/---
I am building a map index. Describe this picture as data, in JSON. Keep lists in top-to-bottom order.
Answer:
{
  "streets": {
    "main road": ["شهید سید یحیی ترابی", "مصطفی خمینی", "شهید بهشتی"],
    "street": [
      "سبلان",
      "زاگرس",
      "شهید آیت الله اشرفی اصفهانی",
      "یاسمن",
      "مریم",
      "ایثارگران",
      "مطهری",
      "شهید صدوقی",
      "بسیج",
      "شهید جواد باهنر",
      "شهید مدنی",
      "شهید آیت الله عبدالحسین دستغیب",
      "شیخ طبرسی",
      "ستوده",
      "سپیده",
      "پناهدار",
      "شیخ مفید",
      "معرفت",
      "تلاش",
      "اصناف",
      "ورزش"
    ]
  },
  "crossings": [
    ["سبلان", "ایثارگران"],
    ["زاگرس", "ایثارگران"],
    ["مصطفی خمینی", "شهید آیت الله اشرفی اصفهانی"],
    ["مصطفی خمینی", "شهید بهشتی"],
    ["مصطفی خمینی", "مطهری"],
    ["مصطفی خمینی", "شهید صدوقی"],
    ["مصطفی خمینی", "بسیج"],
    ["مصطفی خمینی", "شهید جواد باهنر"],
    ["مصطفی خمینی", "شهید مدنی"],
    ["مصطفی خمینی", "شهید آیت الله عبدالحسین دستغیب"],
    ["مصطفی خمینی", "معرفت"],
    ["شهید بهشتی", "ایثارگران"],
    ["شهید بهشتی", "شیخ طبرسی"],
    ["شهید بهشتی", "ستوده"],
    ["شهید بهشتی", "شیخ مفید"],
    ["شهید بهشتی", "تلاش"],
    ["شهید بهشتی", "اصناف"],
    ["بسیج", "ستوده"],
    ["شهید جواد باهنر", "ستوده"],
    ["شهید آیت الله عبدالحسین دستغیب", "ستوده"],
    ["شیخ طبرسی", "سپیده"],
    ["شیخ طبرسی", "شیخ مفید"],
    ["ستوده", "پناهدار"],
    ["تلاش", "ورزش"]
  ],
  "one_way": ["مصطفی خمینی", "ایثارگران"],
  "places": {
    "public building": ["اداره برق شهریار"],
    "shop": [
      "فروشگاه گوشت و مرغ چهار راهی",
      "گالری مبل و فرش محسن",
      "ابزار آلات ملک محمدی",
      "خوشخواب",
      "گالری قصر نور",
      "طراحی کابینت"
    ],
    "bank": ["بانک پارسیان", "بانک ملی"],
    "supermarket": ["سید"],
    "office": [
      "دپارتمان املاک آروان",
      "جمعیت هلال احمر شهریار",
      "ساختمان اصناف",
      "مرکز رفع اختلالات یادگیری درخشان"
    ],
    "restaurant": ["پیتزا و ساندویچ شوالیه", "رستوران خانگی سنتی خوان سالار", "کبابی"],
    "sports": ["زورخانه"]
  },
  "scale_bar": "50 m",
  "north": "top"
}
\---
■ WORK INSTRUCTIONS ■
Copy every entry above word for word.

■ RESULT OF THIS EXERCISE ■
I am building a map index. Describe this picture as data, in JSON. Keep lists in top-to-bottom order.
Answer:
{
  "streets": {
    "main road": ["شهید سید یحیی ترابی", "مصطفی خمینی", "شهید بهشتی"],
    "street": [
      "سبلان",
      "زاگرس",
      "شهید آیت الله اشرفی اصفهانی",
      "یاسمن",
      "مریم",
      "ایثارگران",
      "مطهری",
      "شهید صدوقی",
      "بسیج",
      "شهید جواد باهنر",
      "شهید مدنی",
      "شهید آیت الله عبدالحسین دستغیب",
      "شیخ طبرسی",
      "ستوده",
      "سپیده",
      "پناهدار",
      "شیخ مفید",
      "معرفت",
      "تلاش",
      "اصناف",
      "ورزش"
    ]
  },
  "crossings": [
    ["سبلان", "ایثارگران"],
    ["زاگرس", "ایثارگران"],
    ["مصطفی خمینی", "شهید آیت الله اشرفی اصفهانی"],
    ["مصطفی خمینی", "شهید بهشتی"],
    ["مصطفی خمینی", "مطهری"],
    ["مصطفی خمینی", "شهید صدوقی"],
    ["مصطفی خمینی", "بسیج"],
    ["مصطفی خمینی", "شهید جواد باهنر"],
    ["مصطفی خمینی", "شهید مدنی"],
    ["مصطفی خمینی", "شهید آیت الله عبدالحسین دستغیب"],
    ["مصطفی خمینی", "معرفت"],
    ["شهید بهشتی", "ایثارگران"],
    ["شهید بهشتی", "شیخ طبرسی"],
    ["شهید بهشتی", "ستوده"],
    ["شهید بهشتی", "شیخ مفید"],
    ["شهید بهشتی", "تلاش"],
    ["شهید بهشتی", "اصناف"],
    ["بسیج", "ستوده"],
    ["شهید جواد باهنر", "ستوده"],
    ["شهید آیت الله عبدالحسین دستغیب", "ستوده"],
    ["شیخ طبرسی", "سپیده"],
    ["شیخ طبرسی", "شیخ مفید"],
    ["ستوده", "پناهدار"],
    ["تلاش", "ورزش"]
  ],
  "one_way": ["مصطفی خمینی", "ایثارگران"],
  "places": {
    "public building": ["اداره برق شهریار"],
    "shop": [
      "فروشگاه گوشت و مرغ چهار راهی",
      "گالری مبل و فرش محسن",
      "ابزار آلات ملک محمدی",
      "خوشخواب",
      "گالری قصر نور",
      "طراحی کابینت"
    ],
    "bank": ["بانک پارسیان", "بانک ملی"],
    "supermarket": ["سید"],
    "office": [
      "دپارتمان املاک آروان",
      "جمعیت هلال احمر شهریار",
      "ساختمان اصناف",
      "مرکز رفع اختلالات یادگیری درخشان"
    ],
    "restaurant": ["پیتزا و ساندویچ شوالیه", "رستوران خانگی سنتی خوان سالار", "کبابی"],
    "sports": ["زورخانه"]
  },
  "scale_bar": "50 m",
  "north": "top"
}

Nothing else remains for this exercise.